Hartley Wintney, St Mary's Church
Hartley Wintney, St Mary's Church
There are two parish churches in the Hampshire village of Hartley Wintney; one is a late Victorian building dedicated to St John the Evangelist. The other, standing on the hillside above St John's, is St Mary's, a 13th-century church, now rendered redundant, and in the care of the Churches Conservation Trust. St Mary's is thought to have been built for the nuns of long-vanished Wintney Priory.

The nave and chancel of St Mary's date to the 13th century, while the tower and transepts are 19th-century work. The oldest feature is a 12th-century piscina near the south window. The interior furnishings are extremely simple, with a Georgian altar rail and Jacobean carved table. There are a set of hatchments and a royal coat of arms dated 1705.

Areas of 13th-century wall paintings can be found in the nave and chancel. One depicts St George killing a dragon. There is also a hagioscope, or 'leper window' in the chancel. These type of narrow windows are traditionally said to have been built so that lepers could view the high altar during services, without entering the church.
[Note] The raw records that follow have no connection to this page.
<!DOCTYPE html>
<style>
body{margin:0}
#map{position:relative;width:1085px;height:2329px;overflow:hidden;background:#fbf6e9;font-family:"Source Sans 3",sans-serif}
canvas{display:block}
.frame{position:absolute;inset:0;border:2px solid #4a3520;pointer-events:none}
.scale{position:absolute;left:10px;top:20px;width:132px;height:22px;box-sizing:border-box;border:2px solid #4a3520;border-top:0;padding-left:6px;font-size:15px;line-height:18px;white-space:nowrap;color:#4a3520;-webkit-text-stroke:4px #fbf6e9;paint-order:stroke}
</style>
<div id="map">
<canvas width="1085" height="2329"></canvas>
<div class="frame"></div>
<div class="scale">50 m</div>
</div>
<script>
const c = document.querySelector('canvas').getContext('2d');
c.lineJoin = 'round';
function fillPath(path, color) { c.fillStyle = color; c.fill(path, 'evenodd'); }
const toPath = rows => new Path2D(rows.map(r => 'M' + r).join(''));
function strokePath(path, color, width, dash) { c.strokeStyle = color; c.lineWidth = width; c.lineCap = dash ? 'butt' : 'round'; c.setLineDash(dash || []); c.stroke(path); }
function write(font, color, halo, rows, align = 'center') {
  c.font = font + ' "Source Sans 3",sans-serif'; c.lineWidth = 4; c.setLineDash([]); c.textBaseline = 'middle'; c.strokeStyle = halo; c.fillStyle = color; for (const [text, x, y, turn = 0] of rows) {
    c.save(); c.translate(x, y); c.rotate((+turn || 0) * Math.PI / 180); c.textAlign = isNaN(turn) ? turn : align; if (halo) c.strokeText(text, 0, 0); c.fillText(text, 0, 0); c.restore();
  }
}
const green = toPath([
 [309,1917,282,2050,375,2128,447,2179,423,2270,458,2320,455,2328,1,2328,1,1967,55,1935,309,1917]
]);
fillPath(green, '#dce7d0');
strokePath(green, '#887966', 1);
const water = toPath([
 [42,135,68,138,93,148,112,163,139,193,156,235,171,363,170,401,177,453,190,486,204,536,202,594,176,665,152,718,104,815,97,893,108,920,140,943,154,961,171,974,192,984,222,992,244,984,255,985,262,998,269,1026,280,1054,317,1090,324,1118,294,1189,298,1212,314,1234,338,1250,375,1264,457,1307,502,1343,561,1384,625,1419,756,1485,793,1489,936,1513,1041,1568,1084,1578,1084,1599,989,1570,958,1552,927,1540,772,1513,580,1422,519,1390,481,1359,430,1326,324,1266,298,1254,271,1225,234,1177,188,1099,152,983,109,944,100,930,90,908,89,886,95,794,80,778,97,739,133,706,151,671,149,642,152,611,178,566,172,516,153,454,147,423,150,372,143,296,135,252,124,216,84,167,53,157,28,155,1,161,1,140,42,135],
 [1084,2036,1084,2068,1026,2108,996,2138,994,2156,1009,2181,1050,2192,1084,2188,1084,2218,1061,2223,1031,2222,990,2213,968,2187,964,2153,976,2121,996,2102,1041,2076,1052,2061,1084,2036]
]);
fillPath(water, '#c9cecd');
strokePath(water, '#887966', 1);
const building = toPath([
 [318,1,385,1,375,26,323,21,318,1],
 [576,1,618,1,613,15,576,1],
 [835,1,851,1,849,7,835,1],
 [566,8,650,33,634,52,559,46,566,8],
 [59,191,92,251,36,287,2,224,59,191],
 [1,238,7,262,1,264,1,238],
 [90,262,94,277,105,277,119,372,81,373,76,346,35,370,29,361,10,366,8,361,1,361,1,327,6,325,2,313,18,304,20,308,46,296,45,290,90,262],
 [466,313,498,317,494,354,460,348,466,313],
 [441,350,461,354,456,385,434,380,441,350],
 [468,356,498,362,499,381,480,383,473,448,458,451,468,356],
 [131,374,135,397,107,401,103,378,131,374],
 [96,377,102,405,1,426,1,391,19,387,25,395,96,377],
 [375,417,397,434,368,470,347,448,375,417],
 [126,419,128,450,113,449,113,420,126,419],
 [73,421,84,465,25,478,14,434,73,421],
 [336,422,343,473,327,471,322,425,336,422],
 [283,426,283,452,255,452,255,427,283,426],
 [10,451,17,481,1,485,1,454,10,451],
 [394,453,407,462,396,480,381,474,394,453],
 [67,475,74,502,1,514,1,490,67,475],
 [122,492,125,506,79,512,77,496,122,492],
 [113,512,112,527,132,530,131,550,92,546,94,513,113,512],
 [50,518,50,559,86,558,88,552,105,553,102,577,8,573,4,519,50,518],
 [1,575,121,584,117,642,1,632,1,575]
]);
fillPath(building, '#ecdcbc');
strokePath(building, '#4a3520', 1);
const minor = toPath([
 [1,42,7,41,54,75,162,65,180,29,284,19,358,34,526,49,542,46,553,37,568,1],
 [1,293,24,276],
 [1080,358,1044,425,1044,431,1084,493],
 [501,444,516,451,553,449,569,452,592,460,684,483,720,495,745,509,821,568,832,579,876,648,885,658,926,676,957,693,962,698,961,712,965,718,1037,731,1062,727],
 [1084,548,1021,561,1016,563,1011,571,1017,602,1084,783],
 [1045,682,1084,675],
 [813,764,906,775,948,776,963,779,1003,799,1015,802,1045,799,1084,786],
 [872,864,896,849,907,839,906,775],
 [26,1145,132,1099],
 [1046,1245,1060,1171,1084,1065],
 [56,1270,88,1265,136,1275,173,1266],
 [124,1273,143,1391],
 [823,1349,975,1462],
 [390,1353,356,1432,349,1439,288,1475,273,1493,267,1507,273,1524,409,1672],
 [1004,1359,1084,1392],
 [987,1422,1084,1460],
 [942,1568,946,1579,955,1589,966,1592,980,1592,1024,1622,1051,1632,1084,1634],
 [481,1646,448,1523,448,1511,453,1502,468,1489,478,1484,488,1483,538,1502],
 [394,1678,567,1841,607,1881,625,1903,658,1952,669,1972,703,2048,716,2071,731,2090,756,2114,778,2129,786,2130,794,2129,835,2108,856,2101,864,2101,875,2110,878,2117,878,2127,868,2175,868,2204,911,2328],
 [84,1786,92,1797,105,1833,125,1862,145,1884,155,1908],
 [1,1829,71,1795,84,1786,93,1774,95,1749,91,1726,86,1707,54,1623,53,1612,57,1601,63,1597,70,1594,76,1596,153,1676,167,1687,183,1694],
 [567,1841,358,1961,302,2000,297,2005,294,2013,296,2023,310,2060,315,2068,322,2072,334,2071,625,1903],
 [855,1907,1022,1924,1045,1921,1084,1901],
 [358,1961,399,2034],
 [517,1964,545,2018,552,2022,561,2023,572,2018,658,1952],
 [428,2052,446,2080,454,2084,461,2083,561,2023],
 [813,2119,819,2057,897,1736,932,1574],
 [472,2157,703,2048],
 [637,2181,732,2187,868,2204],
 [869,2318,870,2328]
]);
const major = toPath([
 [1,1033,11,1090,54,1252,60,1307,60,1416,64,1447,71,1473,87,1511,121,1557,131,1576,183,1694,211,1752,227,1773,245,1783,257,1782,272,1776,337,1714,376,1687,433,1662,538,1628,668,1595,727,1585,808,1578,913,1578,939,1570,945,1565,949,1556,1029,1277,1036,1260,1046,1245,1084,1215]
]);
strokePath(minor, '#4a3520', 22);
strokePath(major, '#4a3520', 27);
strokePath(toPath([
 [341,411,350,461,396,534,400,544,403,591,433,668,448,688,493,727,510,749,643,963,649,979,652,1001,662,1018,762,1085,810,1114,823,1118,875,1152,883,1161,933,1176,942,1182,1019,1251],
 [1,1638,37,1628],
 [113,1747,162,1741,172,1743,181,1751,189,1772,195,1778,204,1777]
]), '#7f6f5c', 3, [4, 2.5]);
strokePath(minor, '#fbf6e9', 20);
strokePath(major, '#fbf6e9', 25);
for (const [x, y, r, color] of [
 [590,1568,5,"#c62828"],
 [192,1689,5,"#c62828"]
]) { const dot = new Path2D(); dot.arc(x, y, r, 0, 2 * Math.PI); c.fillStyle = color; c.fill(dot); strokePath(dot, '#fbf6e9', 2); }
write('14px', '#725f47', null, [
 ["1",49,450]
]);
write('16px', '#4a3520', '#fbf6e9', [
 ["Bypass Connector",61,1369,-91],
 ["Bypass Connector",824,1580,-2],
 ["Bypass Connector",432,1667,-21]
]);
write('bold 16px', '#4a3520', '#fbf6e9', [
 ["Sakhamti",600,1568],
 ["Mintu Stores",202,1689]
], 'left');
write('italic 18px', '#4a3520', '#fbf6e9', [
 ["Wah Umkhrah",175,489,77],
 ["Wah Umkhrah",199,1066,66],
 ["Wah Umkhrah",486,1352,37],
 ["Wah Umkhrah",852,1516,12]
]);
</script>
An alternative theory is that these 'leper windows' were in fact used so that a watcher could note the moment when the priest raised the host over his head, and then ring a bell, so that workers in the fields could know to pause in their work, cross themselves, and thus share in the celebration. Yet another theory is that the hagioscope allowed nuns to watch the service without mixing with parishioners.

In the graveyard are the burial places of two military generals; Field Marshall Viscount Alanbrooke, Chief of the Imperial General Staff in WWII, and 18th century General Henry Hawley, who was saddled with the unenviable monicker 'Hangman' for his reputation of harsh treatment towards his enemies and the men under his own command.

Hawley was rumoured to have been the illegitimate son of George II, and became infamous for his severity towards supporters of Bonnie Prince Charlie following the Battle of Culloden in 1745.

On a more pleasant note, architectural historian William Lethaby is also buried in the churchyard.